6. Jakob Pelletier, C, Moncton Wildcats: It’s hard to fathom a rookie accounting for roughly nine per cent of a team’s offence, but that’s what the diminutive Pelletier has done this season. Add to that the pressure of being a centrepiece for a team hoping to host the 2019 Mastercard Memorial Cup and that achievement becomes more impressive. The third overall pick in the 2017 QMJHL Draft, Pelletier is a slick playmaker with great vision and a dual threat of being an adept goal-scorer.
5. Dylan Cozens, C, Lethbridge Hurricanes: Made his mark with Lethbridge in the 2017 playoffs after his Yale prep season came to a close. In 12 post-season games, Cozens put up eight points, saw some time on the power play and set the tone for a great rookie campaign. Cozens seems to thrive at this time of year. He has 10 goals and 23 points in Lethbridge’s past 17 games as the Canes push for a Central Division title. Overall, he’s on pace for a point-per-game season. At 6-foot-3, 178 pounds, the Yukon native will be highly coveted come June of 2019.

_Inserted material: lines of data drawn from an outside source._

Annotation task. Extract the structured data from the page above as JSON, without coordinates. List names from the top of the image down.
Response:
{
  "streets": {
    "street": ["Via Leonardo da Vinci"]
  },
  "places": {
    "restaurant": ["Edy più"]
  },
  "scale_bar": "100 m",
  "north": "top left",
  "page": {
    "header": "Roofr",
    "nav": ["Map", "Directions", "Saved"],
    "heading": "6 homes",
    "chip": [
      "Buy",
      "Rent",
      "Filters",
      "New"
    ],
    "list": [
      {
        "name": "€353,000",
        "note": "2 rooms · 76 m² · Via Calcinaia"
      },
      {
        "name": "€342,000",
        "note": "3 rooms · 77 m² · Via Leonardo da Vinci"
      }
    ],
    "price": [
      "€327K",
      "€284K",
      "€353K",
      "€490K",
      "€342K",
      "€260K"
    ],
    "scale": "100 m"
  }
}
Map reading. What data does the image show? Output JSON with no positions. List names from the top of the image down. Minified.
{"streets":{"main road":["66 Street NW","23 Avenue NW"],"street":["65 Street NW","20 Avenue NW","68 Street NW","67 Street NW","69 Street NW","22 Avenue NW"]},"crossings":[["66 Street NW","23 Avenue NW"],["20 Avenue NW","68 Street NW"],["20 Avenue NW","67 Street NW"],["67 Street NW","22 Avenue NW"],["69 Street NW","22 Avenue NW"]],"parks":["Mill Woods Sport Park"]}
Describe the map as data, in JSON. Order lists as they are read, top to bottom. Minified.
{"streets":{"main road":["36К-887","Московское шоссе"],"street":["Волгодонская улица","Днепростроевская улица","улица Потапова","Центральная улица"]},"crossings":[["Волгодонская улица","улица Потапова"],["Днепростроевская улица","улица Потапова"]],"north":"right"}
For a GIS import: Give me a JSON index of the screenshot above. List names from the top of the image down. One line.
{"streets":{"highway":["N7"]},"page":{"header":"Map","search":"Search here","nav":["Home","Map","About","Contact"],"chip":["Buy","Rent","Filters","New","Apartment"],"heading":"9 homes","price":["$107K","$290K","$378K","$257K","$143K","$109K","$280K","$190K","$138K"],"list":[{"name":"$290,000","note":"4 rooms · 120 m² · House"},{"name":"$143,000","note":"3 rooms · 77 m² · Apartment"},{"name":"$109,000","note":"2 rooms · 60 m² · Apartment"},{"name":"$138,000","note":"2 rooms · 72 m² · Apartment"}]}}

4. Dustin Wolf, G, Everett Silvertips: A product of the L.A. Junior Kings program, Wolf helped the Silvertips change the course of their season. Everett used five different goalies in their first 14 games, while Carter Hart and Wolf fought through injuries. Wolf debuted on Oct. 27 and made 38 saves in a 3-1 win in Kamloops. He navigated Everett through Hart’s absence at the world juniors and heading into the weekend sits at 13-6-4, 2.29 GAA, .927 SP as the league’s top 2019 draft eligible goalie.
3. Peyton Krebs, LW, Kootneay Ice: The first overall pick in the 2016 WHL Bantam Draft, Krebs is the focal point of renewed hope under new ownership in Cranbrook. Krebs, who turned 17 on Jan. 26, is lighting it up with the Ice, having put up 16 goals and 52 points. Only one-third of his points have been accumulated on the power play and he’s played in all situations for coach James Patrick. His name has come up on several occasions in my conversations with NHL scouts.
2. Raphael Lavoie, C, Halifax Mooseheads: He started the season as a 16-year-old, but as a late birthday, Lavoie turned 17 two days later. At 6-foot-3 and 176 pounds, the tall, lanky winger had the benefit of getting into 32 games in the 2016-17 season. That taste helped him prepare to become one of the league’s top youngsters, who should eclipse 30-goal and 60-point plateaus.
1. Arthur Kaliyev, LW, Hamilton Bulldogs: Born in New York, the dual US/Russian citizen played his minor hockey in the Detroit area. He was Hamilton’s second round pick in the 2017 OHL Priority Selection and Bulldogs brass figured they could pencil him in for a 20-goal season. With five games left, he has a chance to crack the 30-goal mark to cap off an impactful rookie season on the Eastern Conference’s top team. A quarter of his points have been accumulated on the power play, he has three game-winning snipes and is far and away the OHL’s top 16-year-old goal-getter with 28.